In terms of the UK, the figures are particularly disappointing given the commitment the coalition has made to transparency. Chandu Krishnan, Executive Director of TI, explains:
“Given the Government’s promise to commit to transparency, the UK should have progressed enough to be achieving a top five ranking. However, practices that have been taken for granted for many years are still awaiting change, such as the willingness of politicians to accept corporate and media hospitality and ‘revolving door’ employment between major media companies, political offices and the police.”

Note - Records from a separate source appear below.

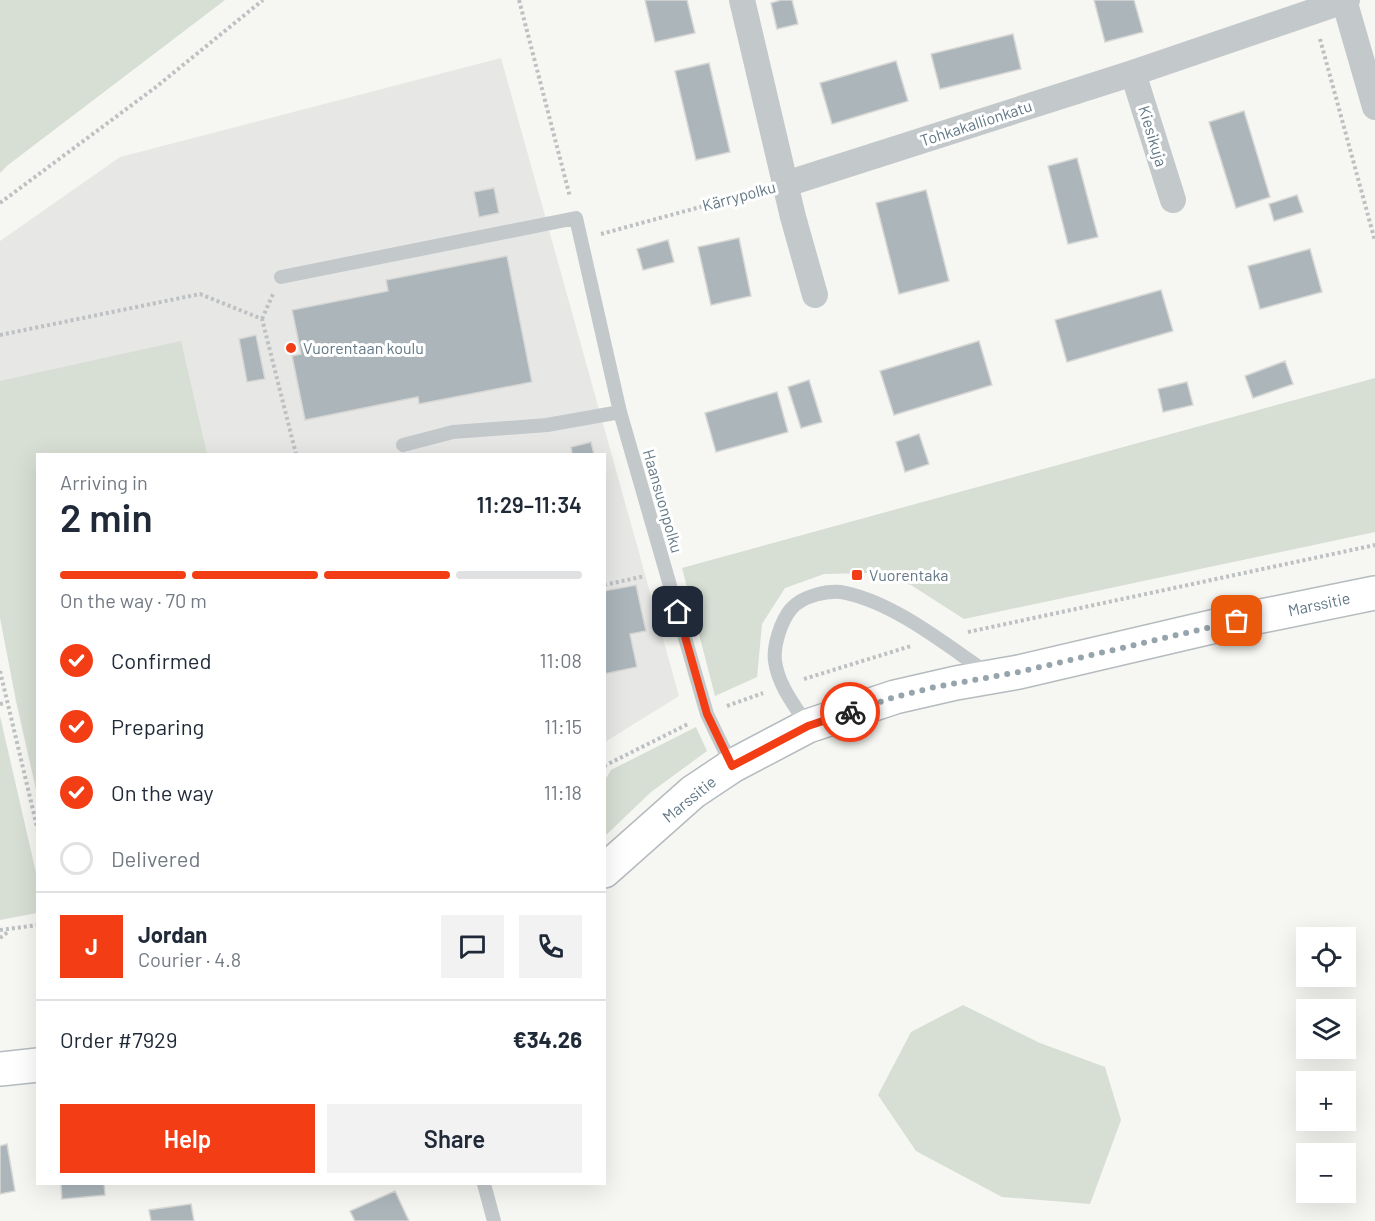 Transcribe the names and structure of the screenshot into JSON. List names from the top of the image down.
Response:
{
  "streets": {
    "main road": ["Marssitie"],
    "street": ["Tohkakallionkatu", "Kiesikuja", "Kärrypolku"],
    "lane": ["Haansuonpolku"]
  },
  "crossings": [
    ["Tohkakallionkatu", "Kiesikuja"],
    ["Tohkakallionkatu", "Kärrypolku"],
    ["Kärrypolku", "Haansuonpolku"],
    ["Haansuonpolku", "Marssitie"]
  ],
  "places": {
    "other": ["Vuorentaan koulu"],
    "transit": ["Vuorentaka"]
  },
  "page": {
    "heading": ["2 min", "Arriving in", "11:29–11:34"],
    "panel": [
      "Jordan",
      "Courier · 4.8",
      "Order #7929",
      "€34.26"
    ],
    "bar": "On the way · 70 m",
    "list": [
      ["Confirmed", "11:08"],
      ["Preparing", "11:15"],
      ["On the way", "11:18"],
      "Delivered"
    ],
    "round": "J",
    "map_buttons": ["+", "−"],
    "buttons": ["Help", "Share"]
  }
}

Furthermore, TI suggests two ‘imperative’ changes need to be made:
1. Clean up politics – Recent scandals involving the movement of individuals between government and the private sector – such as the cases of Geoff Hoon and Andy Coulson – have highlighted the corruption vulnerabilities left open by the current system. Political party funding also needs reform, as recently highlighted by the Kelly report.
2. Adequately acknowledge UK corruption problem – There is no individual or institution with the remit to coordinate a robust response to corruption in the UK – although ironically the government has an ‘overseas anti-corruption champion’. This remit must be extended to cover domestic corruption.
There is no doubt that there is a serious lack of transparency in the UK, despite the introduction of legislation such as the Freedom of Information Act. In fact, it would be fair to argue that such legislation has not really gone far enough. There is still a substantial amount of information that is not obtainable through FoI and the appeals process is far too long and impractical. Even now, after promises of transparency from the coalition, it is often necessary to commit a great deal of time and effort to obtaining information about even the most basic actions of the government and elected officials.
But what of those that lead the way in terms of low perceptions of corruption? According to the CPI, New Zealand, Denmark, Finland and Sweden have consistently ranked highest in the CPI and are perceived as the least corrupt nations. Marie Chêne, Senior Research Coordinator at Transparency International, notes a number of reasons for this:
Beside law enforcement, there is a broad consensus that fighting corruption involves public participation and transparency mechanisms such as disclosure of information.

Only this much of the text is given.